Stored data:
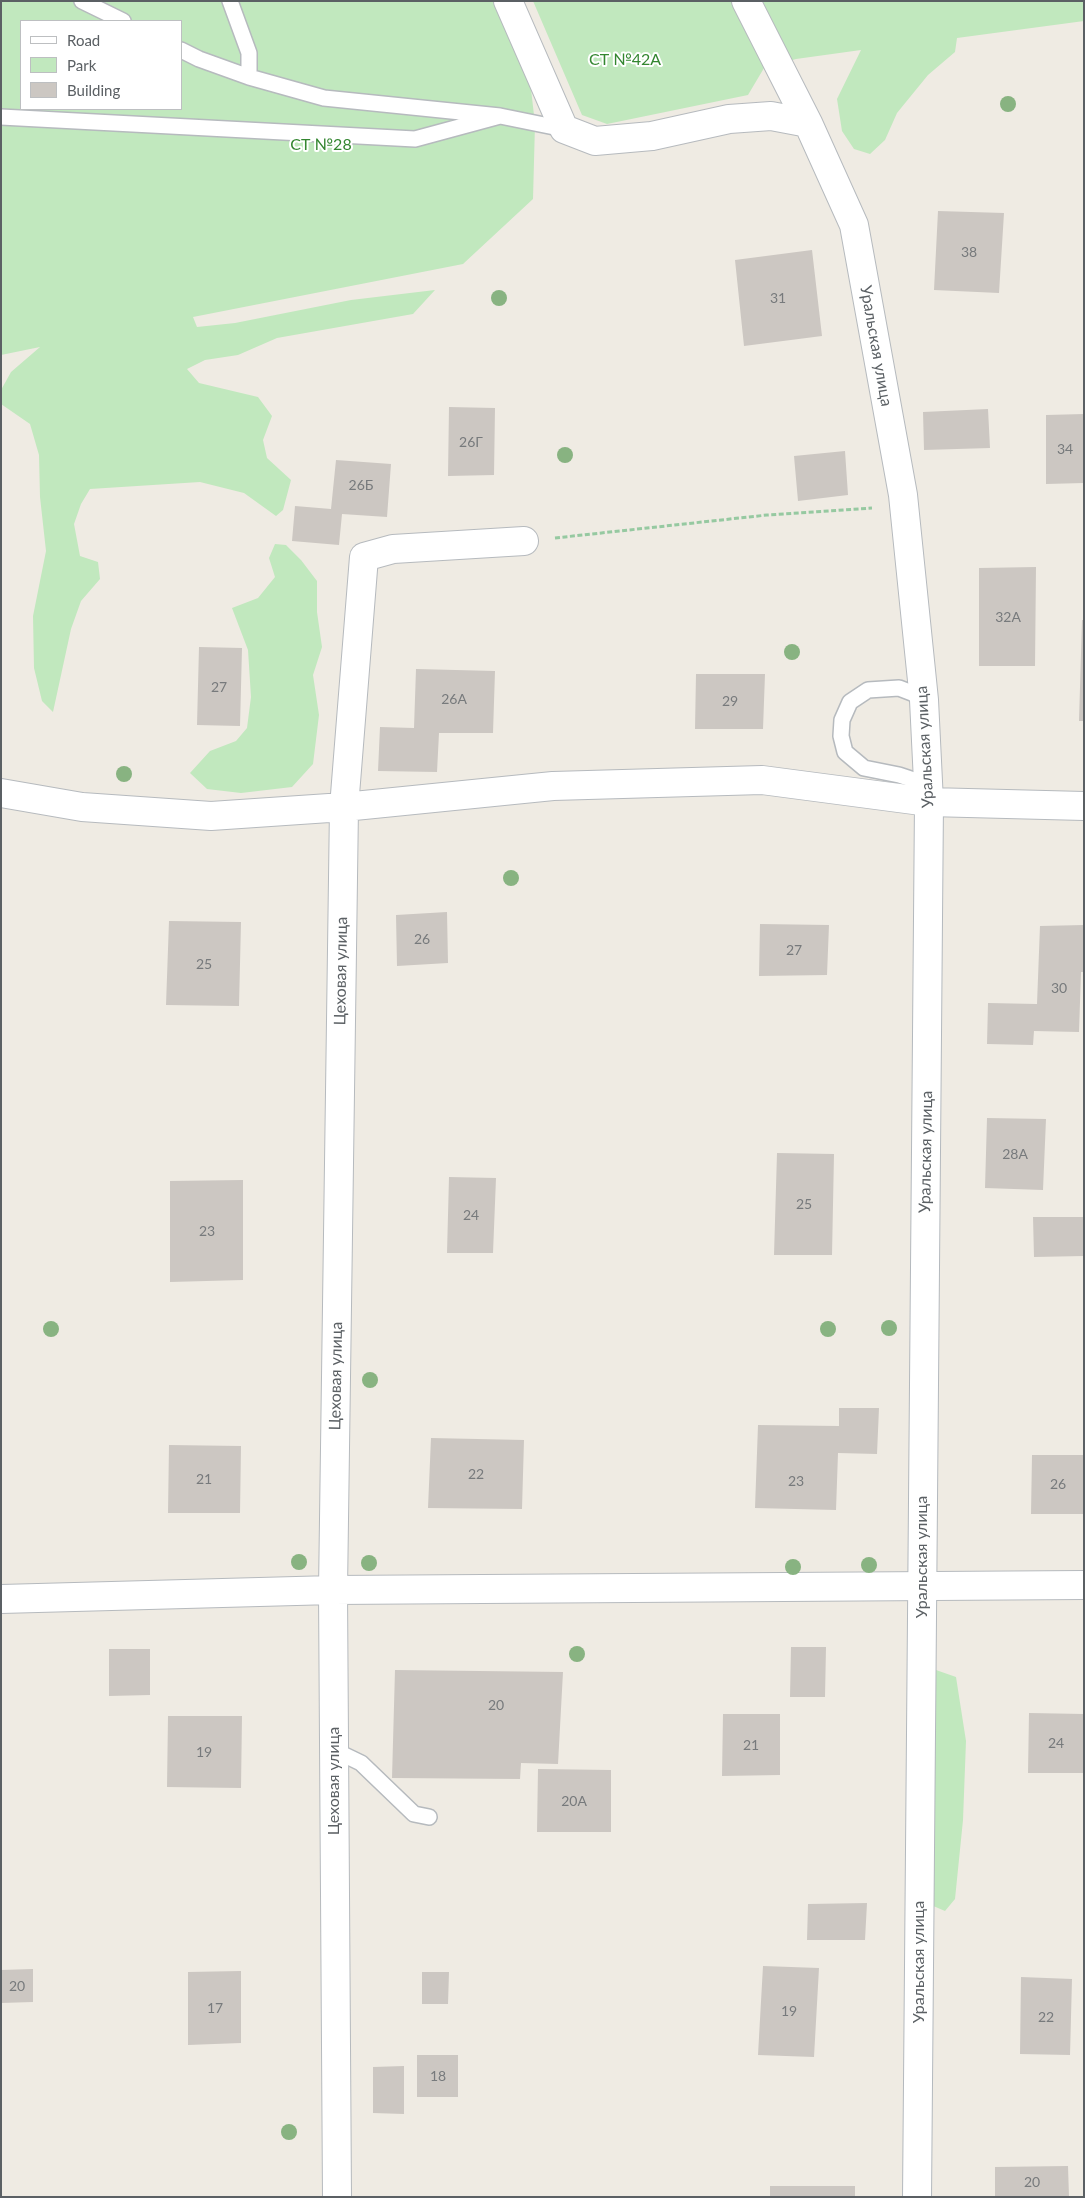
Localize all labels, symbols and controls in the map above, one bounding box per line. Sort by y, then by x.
legend [20,20,182,110]
text: Road [67,31,100,49]
park label: СТ №42А [589,50,661,70]
text: Park [67,56,96,74]
text: Building [67,81,120,99]
park label: СТ №28 [290,135,352,155]
house number: 38 [961,244,977,260]
street label: Уральская улица [856,284,896,408]
house number: 31 [770,290,786,306]
house number: 26Г [459,434,483,450]
house number: 34 [1057,441,1073,457]
house number: 26Б [349,477,373,493]
house number: 32А [995,609,1021,625]
house number: 27 [211,679,227,695]
street label: Уральская улица [912,685,938,809]
house number: 26А [441,691,467,707]
house number: 29 [722,693,738,709]
street label: Цеховая улица [330,917,352,1025]
house number: 26 [414,931,430,947]
house number: 27 [786,942,802,958]
house number: 25 [196,956,212,972]
house number: 30 [1051,980,1067,996]
street label: Уральская улица [915,1091,937,1213]
house number: 28А [1002,1146,1028,1162]
house number: 25 [796,1196,812,1212]
house number: 24 [463,1207,479,1223]
house number: 23 [199,1223,215,1239]
street label: Цеховая улица [325,1322,347,1430]
house number: 22 [468,1466,484,1482]
house number: 21 [196,1471,212,1487]
house number: 23 [788,1473,804,1489]
house number: 26 [1050,1476,1066,1492]
street label: Уральская улица [912,1496,932,1618]
house number: 20 [488,1697,504,1713]
street label: Цеховая улица [324,1727,344,1835]
house number: 24 [1048,1735,1064,1751]
house number: 21 [743,1737,759,1753]
house number: 19 [196,1744,212,1760]
house number: 20А [561,1793,587,1809]
street label: Уральская улица [909,1901,929,2023]
house number: 20 [9,1978,25,1994]
house number: 17 [207,2000,223,2016]
house number: 19 [781,2003,797,2019]
house number: 22 [1038,2009,1054,2025]
house number: 18 [430,2068,446,2084]
house number: 20 [1024,2174,1040,2190]

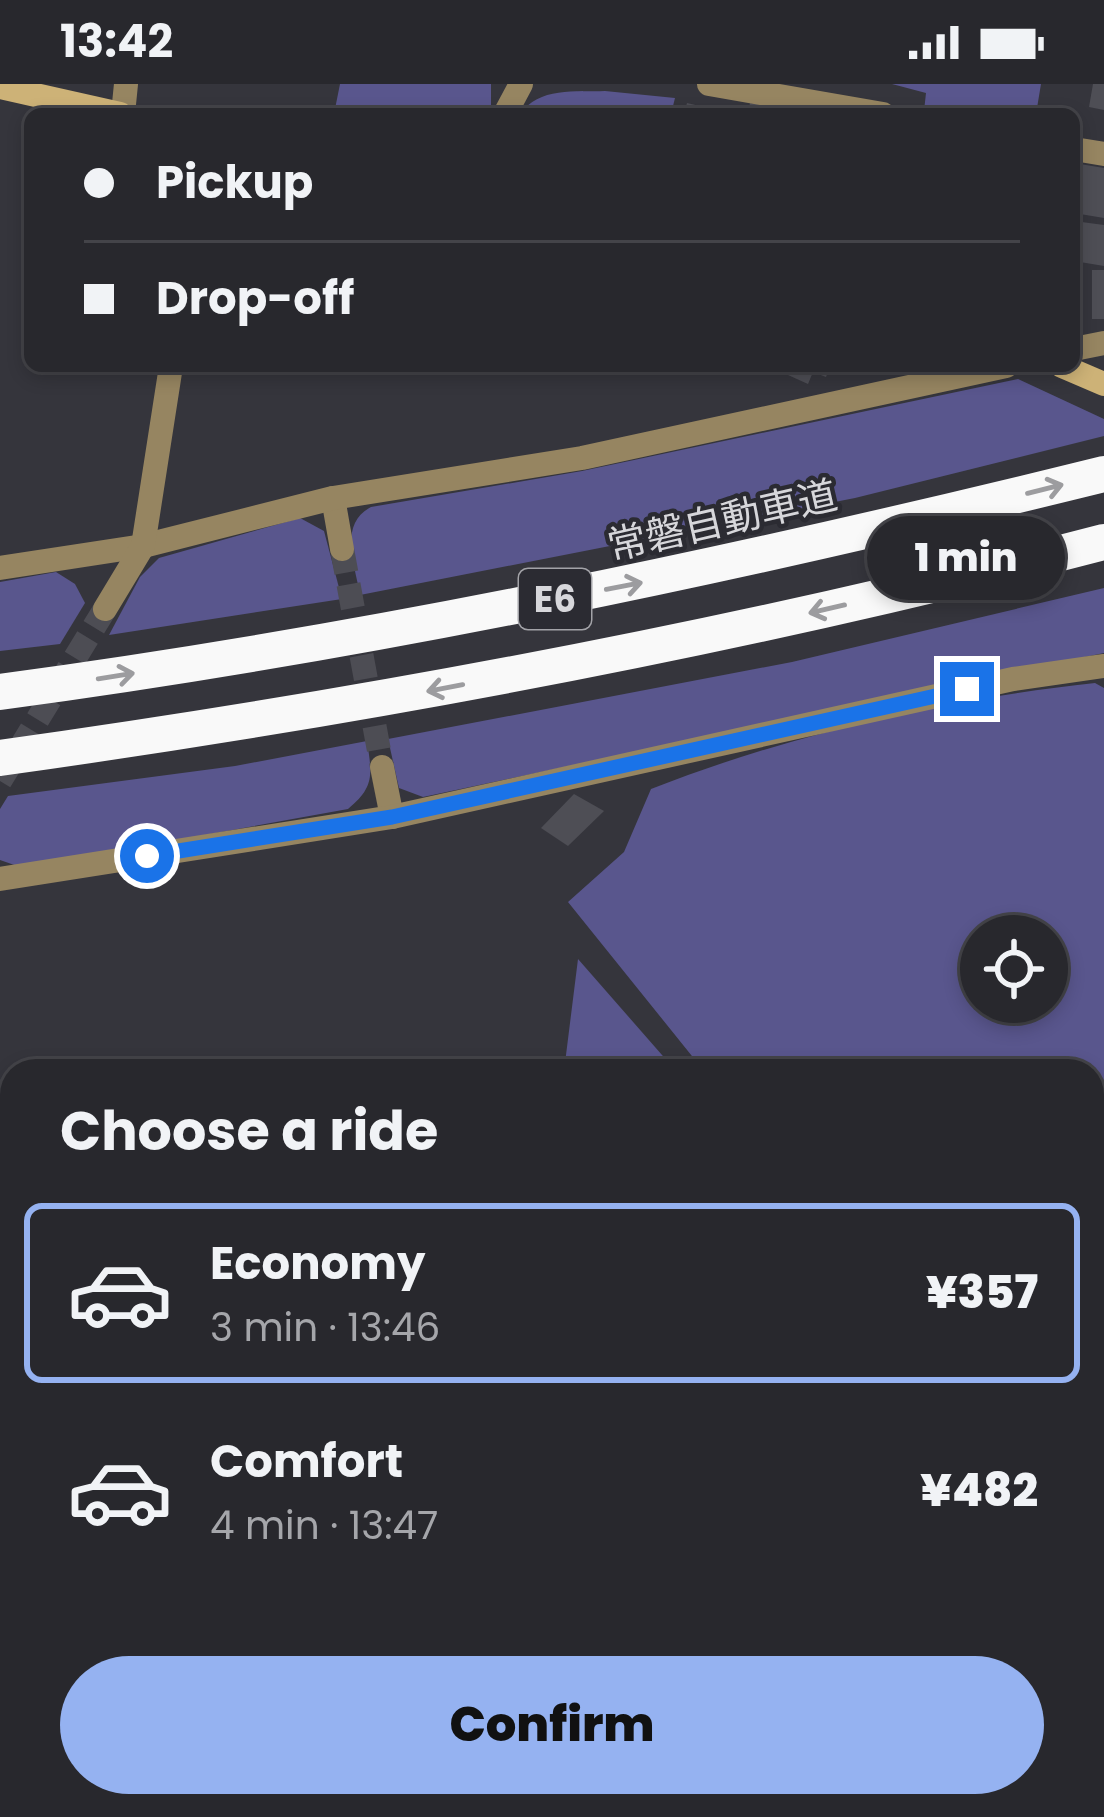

→ **Your assignment**: Write the entries out again exactly as they appear, with the pictures omitted.

→ **Solution below**:
Localize all labels, symbols and controls in the map above, one bounding box per line. Sort by y, then by x.
legend [20,20,182,110]
text: Road [67,31,100,49]
park label: СТ №42А [589,50,661,70]
text: Park [67,56,96,74]
text: Building [67,81,120,99]
park label: СТ №28 [290,135,352,155]
house number: 38 [961,244,977,260]
street label: Уральская улица [856,284,896,408]
house number: 31 [770,290,786,306]
house number: 26Г [459,434,483,450]
house number: 34 [1057,441,1073,457]
house number: 26Б [349,477,373,493]
house number: 32А [995,609,1021,625]
house number: 27 [211,679,227,695]
street label: Уральская улица [912,685,938,809]
house number: 26А [441,691,467,707]
house number: 29 [722,693,738,709]
street label: Цеховая улица [330,917,352,1025]
house number: 26 [414,931,430,947]
house number: 27 [786,942,802,958]
house number: 25 [196,956,212,972]
house number: 30 [1051,980,1067,996]
street label: Уральская улица [915,1091,937,1213]
house number: 28А [1002,1146,1028,1162]
house number: 25 [796,1196,812,1212]
house number: 24 [463,1207,479,1223]
house number: 23 [199,1223,215,1239]
street label: Цеховая улица [325,1322,347,1430]
house number: 22 [468,1466,484,1482]
house number: 21 [196,1471,212,1487]
house number: 23 [788,1473,804,1489]
house number: 26 [1050,1476,1066,1492]
street label: Уральская улица [912,1496,932,1618]
house number: 20 [488,1697,504,1713]
street label: Цеховая улица [324,1727,344,1835]
house number: 24 [1048,1735,1064,1751]
house number: 21 [743,1737,759,1753]
house number: 19 [196,1744,212,1760]
house number: 20А [561,1793,587,1809]
street label: Уральская улица [909,1901,929,2023]
house number: 20 [9,1978,25,1994]
house number: 17 [207,2000,223,2016]
house number: 19 [781,2003,797,2019]
house number: 22 [1038,2009,1054,2025]
house number: 18 [430,2068,446,2084]
house number: 20 [1024,2174,1040,2190]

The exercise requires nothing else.